For the reasons described and in order for newcomers to induce an existing tenant to vacate his shop, for him to take over, the newcomer offers to the existing tenant a substantial amount of money, not for his business goodwill, but for the locational goodwill. Perhaps the word goodwill in this context is misleading and it is with some good reason why it is locally called "aeras" (i.e. payment for nothing)and it has nothing to do with the business goodwill.

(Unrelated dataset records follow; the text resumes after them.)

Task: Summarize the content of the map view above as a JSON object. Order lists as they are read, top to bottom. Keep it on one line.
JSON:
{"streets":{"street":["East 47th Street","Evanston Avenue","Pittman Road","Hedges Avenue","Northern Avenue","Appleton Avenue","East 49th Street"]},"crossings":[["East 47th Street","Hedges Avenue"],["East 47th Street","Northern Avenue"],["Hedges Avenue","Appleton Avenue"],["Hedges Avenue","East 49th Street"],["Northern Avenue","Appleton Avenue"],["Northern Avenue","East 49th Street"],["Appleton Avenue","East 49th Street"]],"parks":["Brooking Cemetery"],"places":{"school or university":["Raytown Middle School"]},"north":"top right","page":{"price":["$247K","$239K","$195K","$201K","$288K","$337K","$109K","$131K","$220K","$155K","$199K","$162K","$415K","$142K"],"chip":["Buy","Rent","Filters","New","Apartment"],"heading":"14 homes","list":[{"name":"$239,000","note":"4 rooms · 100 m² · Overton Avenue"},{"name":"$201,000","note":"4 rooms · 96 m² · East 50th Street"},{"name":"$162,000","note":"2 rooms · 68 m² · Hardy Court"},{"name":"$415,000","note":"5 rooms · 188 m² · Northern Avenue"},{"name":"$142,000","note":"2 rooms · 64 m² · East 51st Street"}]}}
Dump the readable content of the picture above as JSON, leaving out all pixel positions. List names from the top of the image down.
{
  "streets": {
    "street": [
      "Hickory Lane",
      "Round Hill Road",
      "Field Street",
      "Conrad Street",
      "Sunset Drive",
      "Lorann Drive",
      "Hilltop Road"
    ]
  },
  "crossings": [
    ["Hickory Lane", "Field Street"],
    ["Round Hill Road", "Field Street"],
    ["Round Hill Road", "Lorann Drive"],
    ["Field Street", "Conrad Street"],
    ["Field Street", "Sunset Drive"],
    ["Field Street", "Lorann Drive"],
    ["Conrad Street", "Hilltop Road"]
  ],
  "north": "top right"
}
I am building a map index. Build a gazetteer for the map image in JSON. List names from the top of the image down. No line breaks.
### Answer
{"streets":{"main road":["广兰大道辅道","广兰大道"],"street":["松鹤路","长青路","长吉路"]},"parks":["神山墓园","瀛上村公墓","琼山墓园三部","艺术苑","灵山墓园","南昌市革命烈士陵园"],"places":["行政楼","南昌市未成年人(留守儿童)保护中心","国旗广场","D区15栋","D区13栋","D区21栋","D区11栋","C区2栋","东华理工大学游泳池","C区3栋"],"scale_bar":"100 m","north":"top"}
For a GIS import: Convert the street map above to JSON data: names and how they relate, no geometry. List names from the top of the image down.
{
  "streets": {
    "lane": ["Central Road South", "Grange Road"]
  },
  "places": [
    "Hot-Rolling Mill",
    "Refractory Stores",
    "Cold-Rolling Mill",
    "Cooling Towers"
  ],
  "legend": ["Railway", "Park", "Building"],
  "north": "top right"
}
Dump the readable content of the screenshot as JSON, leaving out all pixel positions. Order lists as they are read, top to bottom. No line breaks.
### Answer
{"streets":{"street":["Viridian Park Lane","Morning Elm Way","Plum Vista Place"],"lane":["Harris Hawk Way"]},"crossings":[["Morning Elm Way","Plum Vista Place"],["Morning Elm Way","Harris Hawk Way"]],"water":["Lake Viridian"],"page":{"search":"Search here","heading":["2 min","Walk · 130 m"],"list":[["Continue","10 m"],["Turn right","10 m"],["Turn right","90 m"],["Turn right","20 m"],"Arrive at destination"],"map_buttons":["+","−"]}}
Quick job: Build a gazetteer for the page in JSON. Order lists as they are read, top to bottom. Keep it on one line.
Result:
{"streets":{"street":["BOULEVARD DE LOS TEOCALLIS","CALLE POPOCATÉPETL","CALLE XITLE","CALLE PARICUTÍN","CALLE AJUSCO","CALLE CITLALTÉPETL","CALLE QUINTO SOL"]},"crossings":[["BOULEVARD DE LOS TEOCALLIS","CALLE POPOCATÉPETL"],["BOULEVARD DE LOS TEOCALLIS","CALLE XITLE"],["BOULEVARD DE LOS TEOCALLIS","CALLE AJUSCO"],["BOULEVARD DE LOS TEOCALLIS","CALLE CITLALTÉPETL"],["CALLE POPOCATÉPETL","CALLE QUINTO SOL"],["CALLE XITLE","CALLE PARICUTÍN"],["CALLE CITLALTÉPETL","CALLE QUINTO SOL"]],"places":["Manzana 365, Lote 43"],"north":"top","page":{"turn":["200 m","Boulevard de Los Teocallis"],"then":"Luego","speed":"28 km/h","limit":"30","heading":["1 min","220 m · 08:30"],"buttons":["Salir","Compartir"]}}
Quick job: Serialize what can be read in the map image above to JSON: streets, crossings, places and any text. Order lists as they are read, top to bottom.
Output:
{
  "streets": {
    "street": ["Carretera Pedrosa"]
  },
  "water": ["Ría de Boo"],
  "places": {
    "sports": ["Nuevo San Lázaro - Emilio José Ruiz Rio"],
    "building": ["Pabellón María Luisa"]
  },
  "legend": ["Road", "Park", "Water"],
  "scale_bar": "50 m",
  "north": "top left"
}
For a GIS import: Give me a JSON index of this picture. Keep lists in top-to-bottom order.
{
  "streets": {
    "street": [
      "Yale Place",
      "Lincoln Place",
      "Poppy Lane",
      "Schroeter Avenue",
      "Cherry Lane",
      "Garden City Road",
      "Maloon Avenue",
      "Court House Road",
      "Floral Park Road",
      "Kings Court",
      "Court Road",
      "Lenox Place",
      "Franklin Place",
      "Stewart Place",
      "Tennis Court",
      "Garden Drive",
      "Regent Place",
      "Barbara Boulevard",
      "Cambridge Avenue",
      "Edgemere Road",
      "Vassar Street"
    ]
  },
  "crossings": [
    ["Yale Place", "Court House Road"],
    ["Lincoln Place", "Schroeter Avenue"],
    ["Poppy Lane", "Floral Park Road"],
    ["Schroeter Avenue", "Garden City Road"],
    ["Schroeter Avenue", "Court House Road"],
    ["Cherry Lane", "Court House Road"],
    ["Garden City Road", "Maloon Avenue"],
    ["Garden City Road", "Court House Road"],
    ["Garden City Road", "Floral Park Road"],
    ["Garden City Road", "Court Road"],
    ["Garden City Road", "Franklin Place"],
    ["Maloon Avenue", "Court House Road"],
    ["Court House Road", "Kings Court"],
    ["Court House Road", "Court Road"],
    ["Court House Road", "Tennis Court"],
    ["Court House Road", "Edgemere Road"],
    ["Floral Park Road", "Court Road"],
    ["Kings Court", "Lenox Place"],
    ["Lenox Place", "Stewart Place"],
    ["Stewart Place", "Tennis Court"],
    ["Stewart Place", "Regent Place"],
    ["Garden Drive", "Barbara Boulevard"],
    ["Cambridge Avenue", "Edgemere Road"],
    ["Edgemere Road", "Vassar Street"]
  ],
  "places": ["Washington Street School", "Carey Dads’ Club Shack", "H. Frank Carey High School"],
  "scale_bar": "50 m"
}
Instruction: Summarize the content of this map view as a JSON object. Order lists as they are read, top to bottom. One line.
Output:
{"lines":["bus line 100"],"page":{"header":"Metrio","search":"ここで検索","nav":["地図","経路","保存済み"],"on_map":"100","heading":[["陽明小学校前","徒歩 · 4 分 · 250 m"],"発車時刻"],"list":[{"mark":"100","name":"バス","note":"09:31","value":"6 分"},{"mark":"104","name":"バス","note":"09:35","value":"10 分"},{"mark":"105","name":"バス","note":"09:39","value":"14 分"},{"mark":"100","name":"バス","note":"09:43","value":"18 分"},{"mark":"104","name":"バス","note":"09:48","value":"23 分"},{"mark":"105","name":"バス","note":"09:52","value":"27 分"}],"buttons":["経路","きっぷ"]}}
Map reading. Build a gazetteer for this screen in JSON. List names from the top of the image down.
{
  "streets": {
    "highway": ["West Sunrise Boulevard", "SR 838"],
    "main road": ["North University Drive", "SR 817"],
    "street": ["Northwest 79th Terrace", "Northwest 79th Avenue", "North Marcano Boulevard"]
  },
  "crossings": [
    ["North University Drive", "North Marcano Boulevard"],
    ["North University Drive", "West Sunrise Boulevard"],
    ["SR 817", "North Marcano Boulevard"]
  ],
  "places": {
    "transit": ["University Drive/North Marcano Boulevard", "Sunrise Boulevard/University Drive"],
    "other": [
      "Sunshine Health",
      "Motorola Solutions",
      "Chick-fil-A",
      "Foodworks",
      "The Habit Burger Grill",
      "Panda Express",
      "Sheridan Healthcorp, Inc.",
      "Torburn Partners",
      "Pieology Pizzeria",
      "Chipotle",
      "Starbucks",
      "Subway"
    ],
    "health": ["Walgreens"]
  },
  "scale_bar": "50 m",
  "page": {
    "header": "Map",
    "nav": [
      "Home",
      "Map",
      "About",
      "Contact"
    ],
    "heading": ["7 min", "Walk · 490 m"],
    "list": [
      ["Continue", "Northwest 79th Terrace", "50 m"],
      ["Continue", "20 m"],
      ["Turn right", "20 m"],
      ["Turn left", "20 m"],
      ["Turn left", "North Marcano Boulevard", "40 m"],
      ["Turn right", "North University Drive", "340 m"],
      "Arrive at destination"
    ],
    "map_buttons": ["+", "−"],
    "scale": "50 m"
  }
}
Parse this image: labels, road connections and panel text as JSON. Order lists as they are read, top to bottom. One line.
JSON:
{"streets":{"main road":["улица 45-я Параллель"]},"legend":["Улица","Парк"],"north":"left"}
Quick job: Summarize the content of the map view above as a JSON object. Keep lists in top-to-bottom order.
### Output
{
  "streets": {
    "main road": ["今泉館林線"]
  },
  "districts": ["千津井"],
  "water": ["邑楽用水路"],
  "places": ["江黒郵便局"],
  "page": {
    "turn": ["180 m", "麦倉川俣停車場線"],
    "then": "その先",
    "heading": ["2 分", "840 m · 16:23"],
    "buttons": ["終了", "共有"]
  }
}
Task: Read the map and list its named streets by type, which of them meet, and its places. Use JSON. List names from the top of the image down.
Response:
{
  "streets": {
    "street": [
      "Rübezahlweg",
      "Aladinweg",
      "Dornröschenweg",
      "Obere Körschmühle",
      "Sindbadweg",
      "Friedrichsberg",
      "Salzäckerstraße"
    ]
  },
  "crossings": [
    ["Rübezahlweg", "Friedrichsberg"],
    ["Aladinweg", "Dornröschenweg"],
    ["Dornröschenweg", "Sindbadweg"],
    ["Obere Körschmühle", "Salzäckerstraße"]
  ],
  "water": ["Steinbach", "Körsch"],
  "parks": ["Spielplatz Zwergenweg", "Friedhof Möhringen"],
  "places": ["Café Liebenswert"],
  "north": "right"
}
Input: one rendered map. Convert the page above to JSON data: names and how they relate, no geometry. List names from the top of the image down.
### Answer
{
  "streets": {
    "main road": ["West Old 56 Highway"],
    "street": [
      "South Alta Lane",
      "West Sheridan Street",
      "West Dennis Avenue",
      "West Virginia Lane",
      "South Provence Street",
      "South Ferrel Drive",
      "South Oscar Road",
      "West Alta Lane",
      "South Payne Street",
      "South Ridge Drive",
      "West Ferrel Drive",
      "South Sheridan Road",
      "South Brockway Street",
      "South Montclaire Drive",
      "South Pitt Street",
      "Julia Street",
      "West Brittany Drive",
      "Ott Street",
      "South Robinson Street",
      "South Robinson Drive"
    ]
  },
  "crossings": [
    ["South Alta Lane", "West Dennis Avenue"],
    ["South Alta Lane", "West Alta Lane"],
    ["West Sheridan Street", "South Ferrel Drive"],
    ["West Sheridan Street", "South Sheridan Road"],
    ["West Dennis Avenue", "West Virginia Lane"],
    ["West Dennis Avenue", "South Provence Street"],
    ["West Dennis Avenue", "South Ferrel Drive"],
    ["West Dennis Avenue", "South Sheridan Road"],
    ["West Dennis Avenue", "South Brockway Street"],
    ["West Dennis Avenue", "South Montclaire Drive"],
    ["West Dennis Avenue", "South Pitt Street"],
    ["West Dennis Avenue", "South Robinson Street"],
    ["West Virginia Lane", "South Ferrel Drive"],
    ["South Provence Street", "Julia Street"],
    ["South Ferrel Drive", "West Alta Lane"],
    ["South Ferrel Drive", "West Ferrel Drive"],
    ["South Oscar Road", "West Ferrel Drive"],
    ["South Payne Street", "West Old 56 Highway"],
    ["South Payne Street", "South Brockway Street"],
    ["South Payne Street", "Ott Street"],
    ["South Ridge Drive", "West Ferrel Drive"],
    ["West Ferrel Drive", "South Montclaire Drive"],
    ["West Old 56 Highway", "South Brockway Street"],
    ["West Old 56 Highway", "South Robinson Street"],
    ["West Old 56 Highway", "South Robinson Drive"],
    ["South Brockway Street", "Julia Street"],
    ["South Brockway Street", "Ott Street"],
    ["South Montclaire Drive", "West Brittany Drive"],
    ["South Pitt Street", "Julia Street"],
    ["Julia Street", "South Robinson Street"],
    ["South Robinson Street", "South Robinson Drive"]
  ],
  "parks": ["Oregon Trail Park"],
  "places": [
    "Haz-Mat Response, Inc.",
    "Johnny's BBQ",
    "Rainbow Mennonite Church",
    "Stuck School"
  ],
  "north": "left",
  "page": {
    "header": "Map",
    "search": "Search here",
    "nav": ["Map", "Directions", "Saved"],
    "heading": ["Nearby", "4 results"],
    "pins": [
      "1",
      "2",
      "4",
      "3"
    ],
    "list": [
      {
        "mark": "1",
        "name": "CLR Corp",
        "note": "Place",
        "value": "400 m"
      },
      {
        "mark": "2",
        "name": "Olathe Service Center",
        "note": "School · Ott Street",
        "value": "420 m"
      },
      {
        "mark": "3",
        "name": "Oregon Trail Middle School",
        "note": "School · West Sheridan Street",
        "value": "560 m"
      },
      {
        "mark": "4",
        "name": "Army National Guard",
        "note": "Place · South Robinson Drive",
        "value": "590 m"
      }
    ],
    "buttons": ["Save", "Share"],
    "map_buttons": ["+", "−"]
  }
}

The property market has established over the years that the level of the goodwill payment, is the capitalized profit rent, (that is the difference between the market rent and the rent passing). As such if a shop is let for £1000 p.m. and the market rent is £5.000 p.m., then the existing tenant has a gain (profit rent) of £4.000 p.m. This figure is then capitalized by a number of years (usually 15) in order to reach the goodwill figure. The larger the difference between the two rental levels the higher the goodwill element. As it was stated, this circumstance has come about because the landlord cannot evict the existing tenant who has rights under the Rent Control Laws. As such, in most cases, in order for the landlord to accept the new tenant, he might want a slice of this goodwill payment.
The goodwill payments have reached considerable amounts of money and as an example, a recent shop tenant has received a £1.100.000 goodwill payment at Makarios Avenue (Nicosia) whereas an existing cafe has paid his neighbor £250.000 and another fashion shop CYP330.000 in order to expand (payable to the tenant). Goodwill payments were up to recently considered as not being taxable. However recent Court decisions stipulated that locational goodwill (aeras) payments are taxable.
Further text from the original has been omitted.